Recent studies suggest that supercritical CO2 (scCO2) as a heat transmission fluid in Enhanced Geothermal Systems (EGS) can improve energy extraction compared to conventional water-based EGS [13]. We refer to such systems as CO2-EGS and to EGS with water as a working fluid as H2O-EGS. Advantages of using CO2 as a heat transmission fluid include larger expansivity (compressibility) and lower viscosity compared to water; CO2 is also a poor mineral solvent compared to water [1]. Disadvantages of CO2 as a working fluid include a lower mass heat capacity than water, reducing its net energy content per unit volume, as well as the propensity for aqueous CO2 to promote chemical reactions leading to changes in reservoir rock porosity and permeability [4]. However, CO2-EGS data, as well as comparisons of CO2-EGS to H2O-EGS, are limited. A primary goal of this study is to constrain geochemical reactions induced by CO2-fluid-rock interactions in EGS reservoirs. An additional goal is to compare geochemical impacts of CO2-EGS to the geochemical impacts of H2O-EGS.

Several recent experimental and numerical efforts quantify geochemical reactions associated with CO2 injection in EGS reservoirs [2, 3, 510]. Pruess [2, 3] compared CO2 and water with respect to heat extraction rate and mass flow rate in EGS reservoirs. Heat extraction and flow rate largely increase with CO2 as the working fluid, suggesting that CO2 offers potential benefits as a working fluid in EGS reservoirs. Rosenbauer et al. [8] experimentally tested CO2-brine-rock interactions at 120°C and 20–30 MPa. Results suggested that dissolved CO2 may enhance water-rock interaction and CO2 sequestration in carbonate minerals. Lo Ré et al. [6] conducted five hydrothermal experiments to evaluate geochemical and mineralogical response of fractured granitic rocks to CO2 injection at geothermal conditions of at 250°C and 25–45 MPa. Experimental results suggest that precipitation of clay (smectite and illite) may affect reservoir porosity and permeability, and carbonate formation may require extended periods of time. Jung et al. [5] performed reactive transport modeling to study fluid-rock interactions in a typical geothermal system and calibrated the geochemical model by adjusting the reactive surface area to fit the experimental data of mineral dissolution. Na et al. [7] performed laboratory experiments to study CO2-fluid-rock chemical reactions at high temperatures and pressures in geothermal systems and conducted batch simulations to analyze the experimental data. Wan et al. [9] and Xu et al. [10] simulated geochemical processes of fluid-rock interactions within CO2-EGS under high pressures and temperatures, and results suggest that significant CO2 may be stored in EGS reservoirs by mineral trapping by precipitation of carbonate minerals. Xu et al. [11] also performed batch geochemical simulations for three different aquifer lithologies to evaluate long-term CO2 disposal in deep aquifers. Results suggest that CO2 sequestration by mineral trapping varies largely with rock type and mineral composition, and porosity decreases due to precipitation of carbonates. André et al. (2007) conducted numerical modeling of fluid-rock chemical interactions of two CO2 injection scenarios, CO2-saturated water and supercritical CO2, in a deep carbonate aquifer. Their results suggest that geochemical reactivity with supercritical CO2 injection was much lower than reactivity with CO2-saturated water.

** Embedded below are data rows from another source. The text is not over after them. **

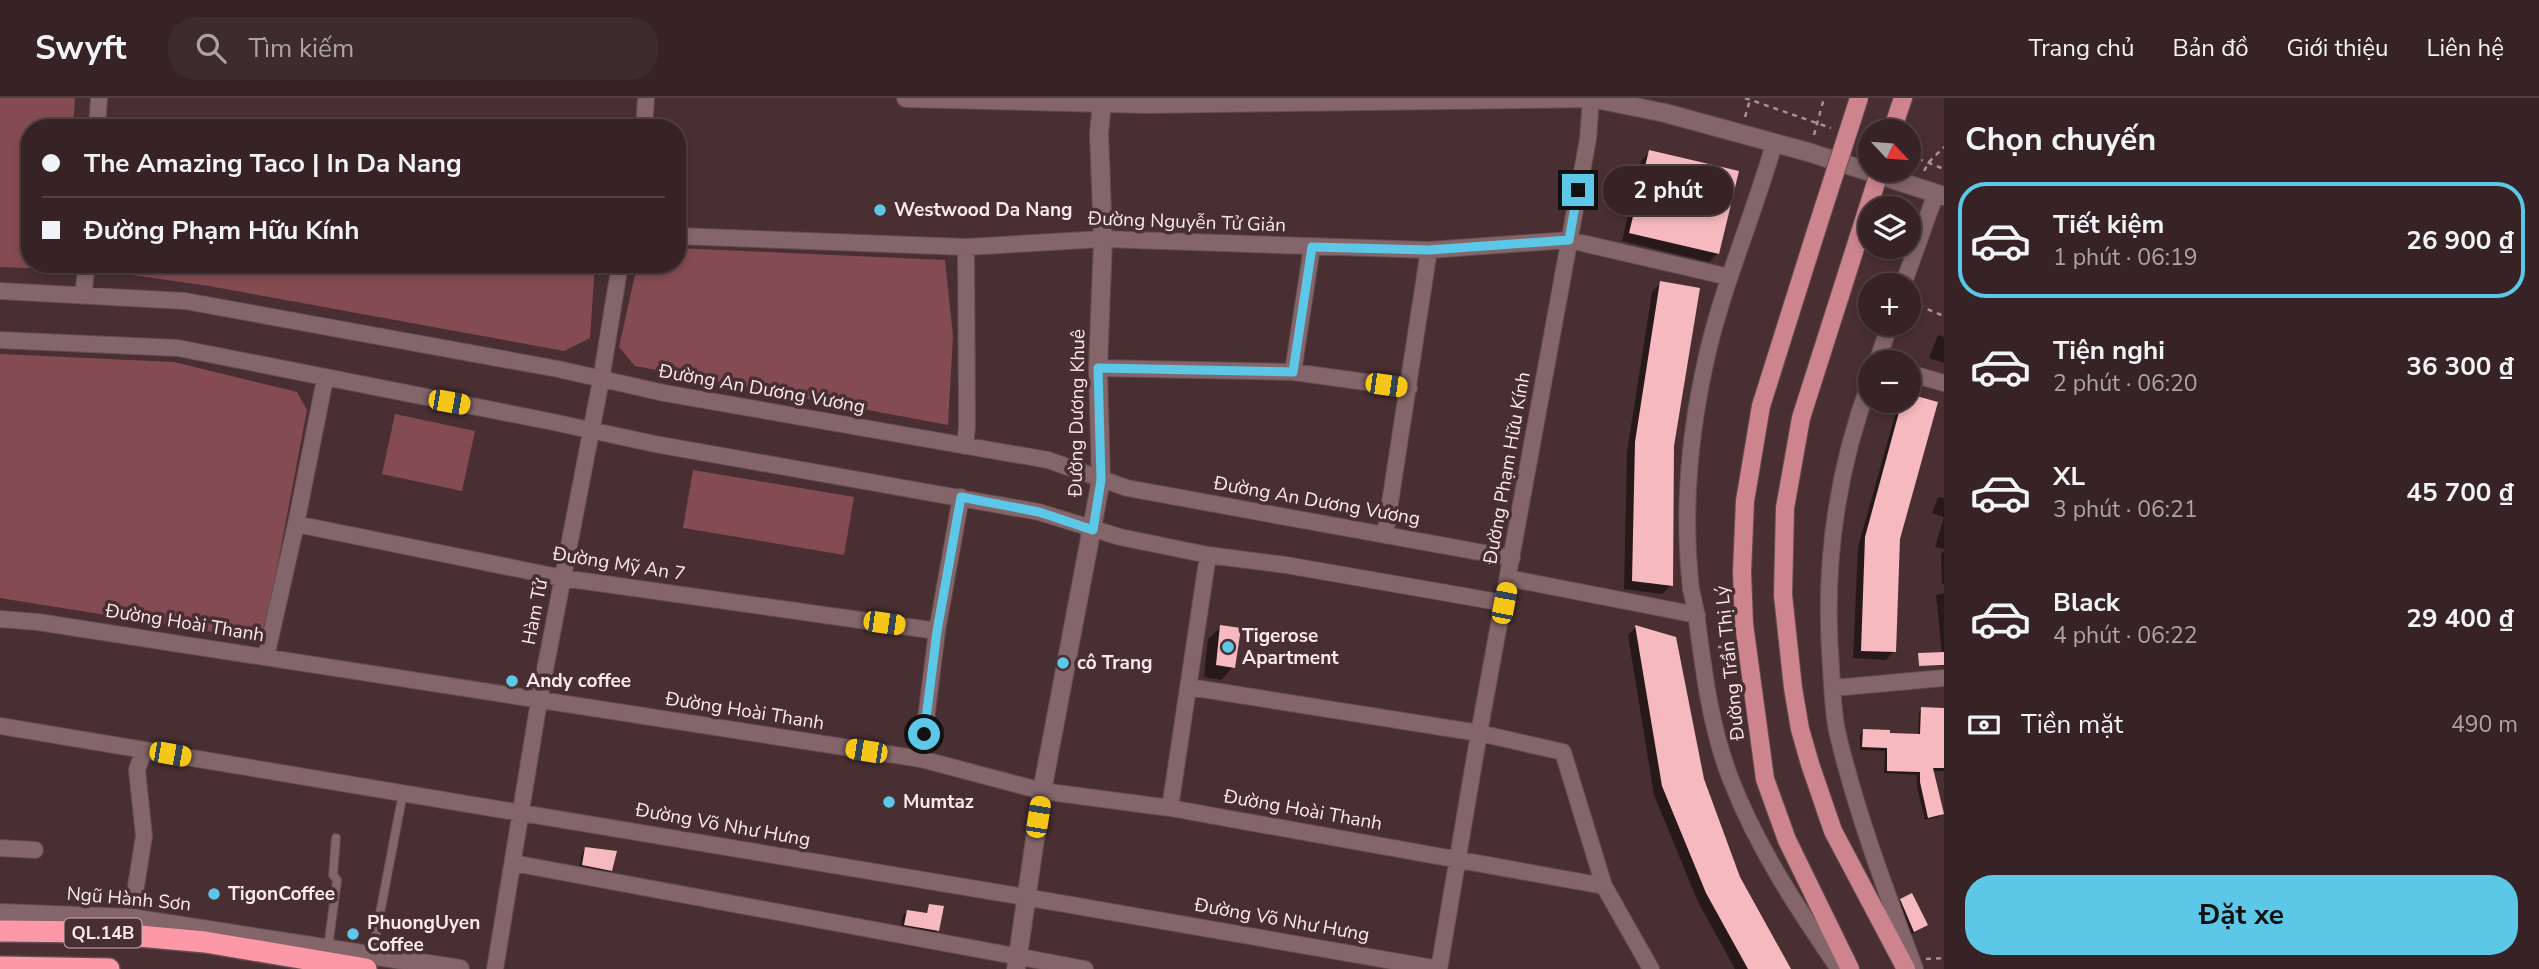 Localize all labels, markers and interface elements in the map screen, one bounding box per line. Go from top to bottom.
search box [168,17,658,80]
text: Swyft [35,26,126,71]
icon: search [192,29,230,67]
text: Tìm kiếm [248,31,354,66]
text: Trang chủ [2029,32,2134,64]
text: Bản đồ [2172,32,2249,64]
text: Giới thiệu [2287,32,2388,64]
text: Liên hệ [2426,32,2504,64]
text: Chọn chuyến [1965,118,2156,161]
north arrow [1858,119,1922,182]
map controls [1858,119,1921,413]
text: The Amazing Taco | In Da Nang [84,146,462,181]
callout: 2 phút [1602,166,1732,214]
route end [1562,174,1594,206]
text: 2 phút [1633,175,1703,206]
button: layers [1858,196,1921,259]
place label: Westwood Da Nang [894,197,1073,223]
marker: Westwood Da Nang [872,202,888,218]
street label: Đường Nguyễn Tử Giản [1087,206,1286,238]
text: Tiết kiệm [2053,207,2164,242]
icon: car [1969,209,2032,272]
text: Đường Phạm Hữu Kính [84,213,360,248]
text: 26 900 ₫ [2406,223,2514,258]
text: 1 phút · 06:19 [2053,242,2198,273]
button: + [1858,273,1921,336]
street label: Đường Dương Khuê [1063,329,1091,498]
text: Tiện nghi [2053,333,2165,368]
icon: car [1969,335,2032,398]
text: 36 300 ₫ [2406,349,2514,384]
button: − [1858,350,1921,413]
street label: Đường An Dương Vương [656,358,867,420]
text: 2 phút · 06:20 [2053,368,2198,399]
street label: Đường Phạm Hữu Kính [1477,370,1537,567]
car [1364,372,1409,398]
car [427,388,472,416]
text: XL [2053,459,2085,494]
icon: car [1969,461,2032,524]
street label: Đường An Dương Vương [1211,470,1422,532]
text: 45 700 ₫ [2406,475,2514,510]
text: 3 phút · 06:21 [2053,494,2198,525]
street label: Đường Mỹ An 7 [550,541,687,587]
street label: Hàm Tử [516,576,554,647]
car [1490,580,1519,626]
street label: Đường Trần Thị Lý [1709,584,1751,743]
text: Black [2053,585,2120,620]
icon: car [1969,587,2032,650]
street label: Đường Hoài Thanh [103,597,266,648]
text: 29 400 ₫ [2406,601,2514,636]
car [862,610,907,636]
text: 4 phút · 06:22 [2053,620,2198,651]
place label: Tigerose Apartment [1242,623,1339,671]
marker: Tigerose Apartment [1220,639,1236,655]
place label: cô Trang [1077,650,1153,676]
marker: cô Trang [1055,655,1071,671]
place label: Andy coffee [526,668,631,694]
marker: Andy coffee [504,673,520,689]
street label: Đường Hoài Thanh [663,685,826,736]
icon: cash [1965,706,2003,744]
text: Tiền mặt [2021,707,2123,742]
text: 490 m [2451,709,2518,740]
route start [908,718,940,750]
car [844,737,889,765]
car [148,740,193,768]
street label: Đường Hoài Thanh [1221,783,1384,837]
place label: Mumtaz [903,789,974,815]
marker: Mumtaz [881,794,897,810]
car [1025,795,1052,839]
street label: Đường Võ Như Hưng [633,797,812,853]
button: Đặt xe [1965,875,2518,955]
street label: Ngũ Hành Sơn [66,881,192,917]
place label: TigonCoffee [228,881,335,907]
marker: TigonCoffee [206,886,222,902]
street label: Đường Võ Như Hưng [1192,892,1371,948]
place label: PhuongUyen Coffee [367,910,480,958]
road number: QL.14B [64,918,142,948]
marker: PhuongUyen Coffee [345,926,361,942] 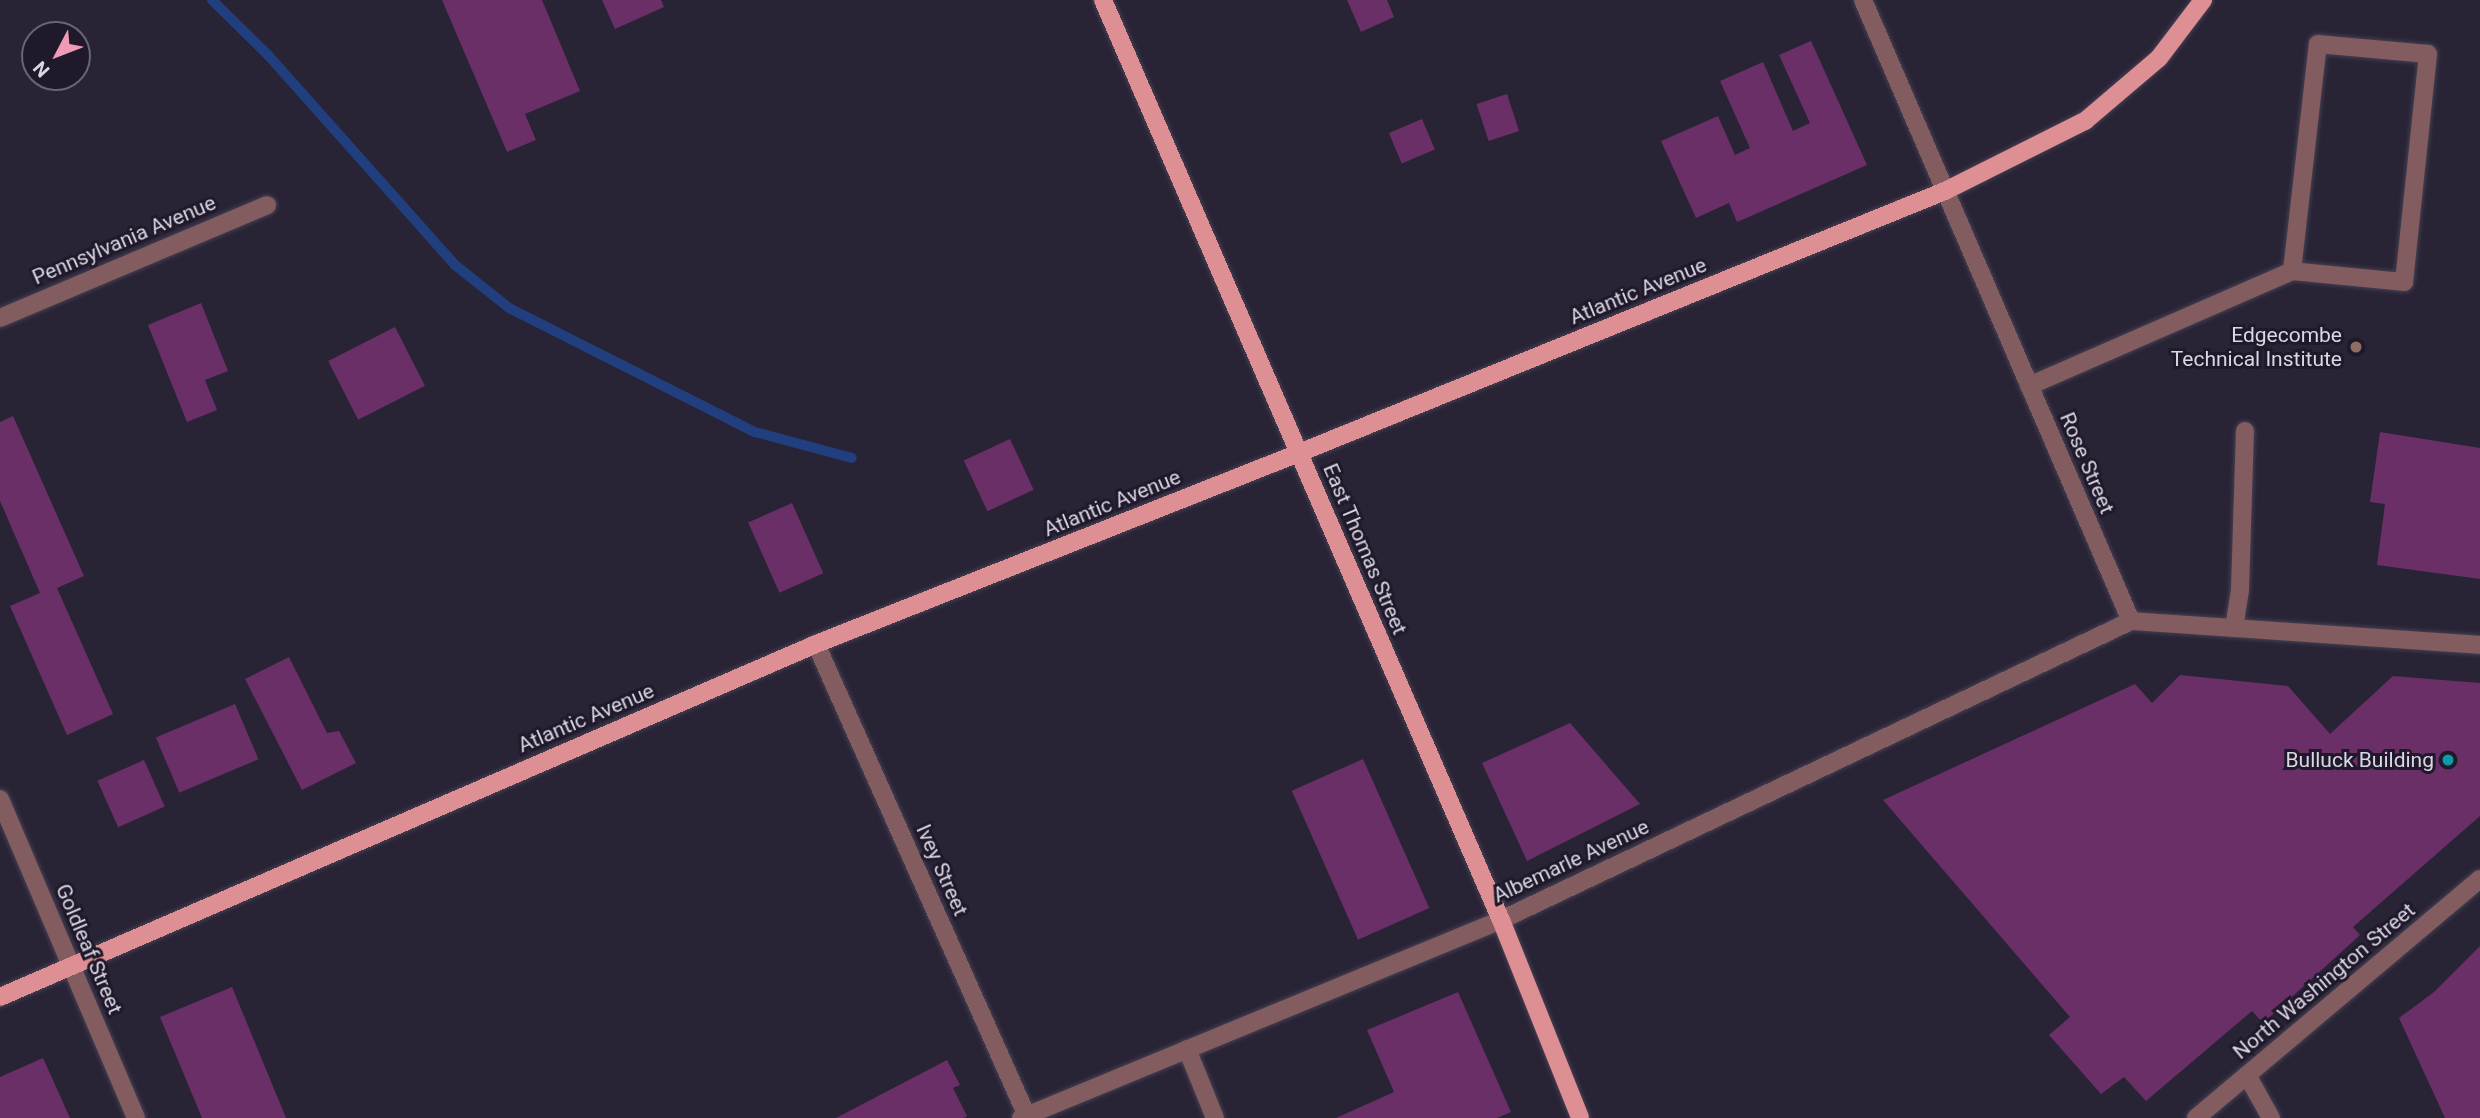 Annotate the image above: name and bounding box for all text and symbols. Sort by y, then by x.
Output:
north arrow [21,21,91,91]
text: N [28,56,55,82]
street label: Pennsylvania Avenue [29,190,219,290]
street label: Atlantic Avenue [1566,252,1710,330]
place label: Edgecombe Technical Institute [2171,322,2342,372]
marker: Edgecombe Technical Institute [2348,339,2364,355]
street label: Rose Street [2054,409,2120,517]
street label: East Thomas Street [1318,460,1412,638]
street label: Atlantic Avenue [1040,464,1184,542]
street label: Atlantic Avenue [514,678,658,758]
place label: Bulluck Building [2285,747,2434,773]
marker: Bulluck Building [2440,752,2456,768]
street label: Albemarle Avenue [1489,814,1653,908]
street label: Ivey Street [911,820,973,920]
street label: Goldleaf Street [50,880,128,1018]
street label: North Washington Street [2228,898,2420,1064]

Although these experimental and numerical studies address many aspects of geochemical reactions induced by CO2-fluid-rock interactions in geothermal systems, three-dimensional (3D) geochemical simulations of CO2-fluid-rock interaction at high temperature and pressure in EGS reservoirs are relatively rare. Therefore, a primary objective of this study is to simulate and evaluate geochemical processes induced by CO2-fluid-rock interactions at the elevated temperatures and pressures of a CO2-EGS. A secondary objective is to compare geochemical impacts within a CO2-EGS to those within an H2O-EGS. The TOUGHREACT model [12] with the ECO2H module [13] was used to conduct simulations of CO2-fluid-rock interactions in a CO2-EGS reservoir. The St. John’s Dome CO2-EGS research site in Arizona was used as a case study example.

2. Material and Methods

2.1. St. John’s Dome CO2-EGS Research Site

St. John’s Dome is located along the boundary between Arizona and New Mexico, about half way between the Four Corners area and the Mexican Border. St. John’s Dome is part of the Colorado Plateau and covers an area of approximately 1,800 km2 ([14]; Rauzi, personal communication, 2013). The dome consists of a broad, asymmetric anticline that trends northwest with an axis that plunges to the northwest and the southeast. The dome is notable for hosting a gas field consisting of nearly pure CO2; the Fort Apache, Big A Butte, and Amos Wash members of the Supai Formation (Permian) are the primary CO2 reservoirs. The caprock above each CO2-rich zone consists of anhydrite and mudstones [15]; basement consists of Precambrian granite.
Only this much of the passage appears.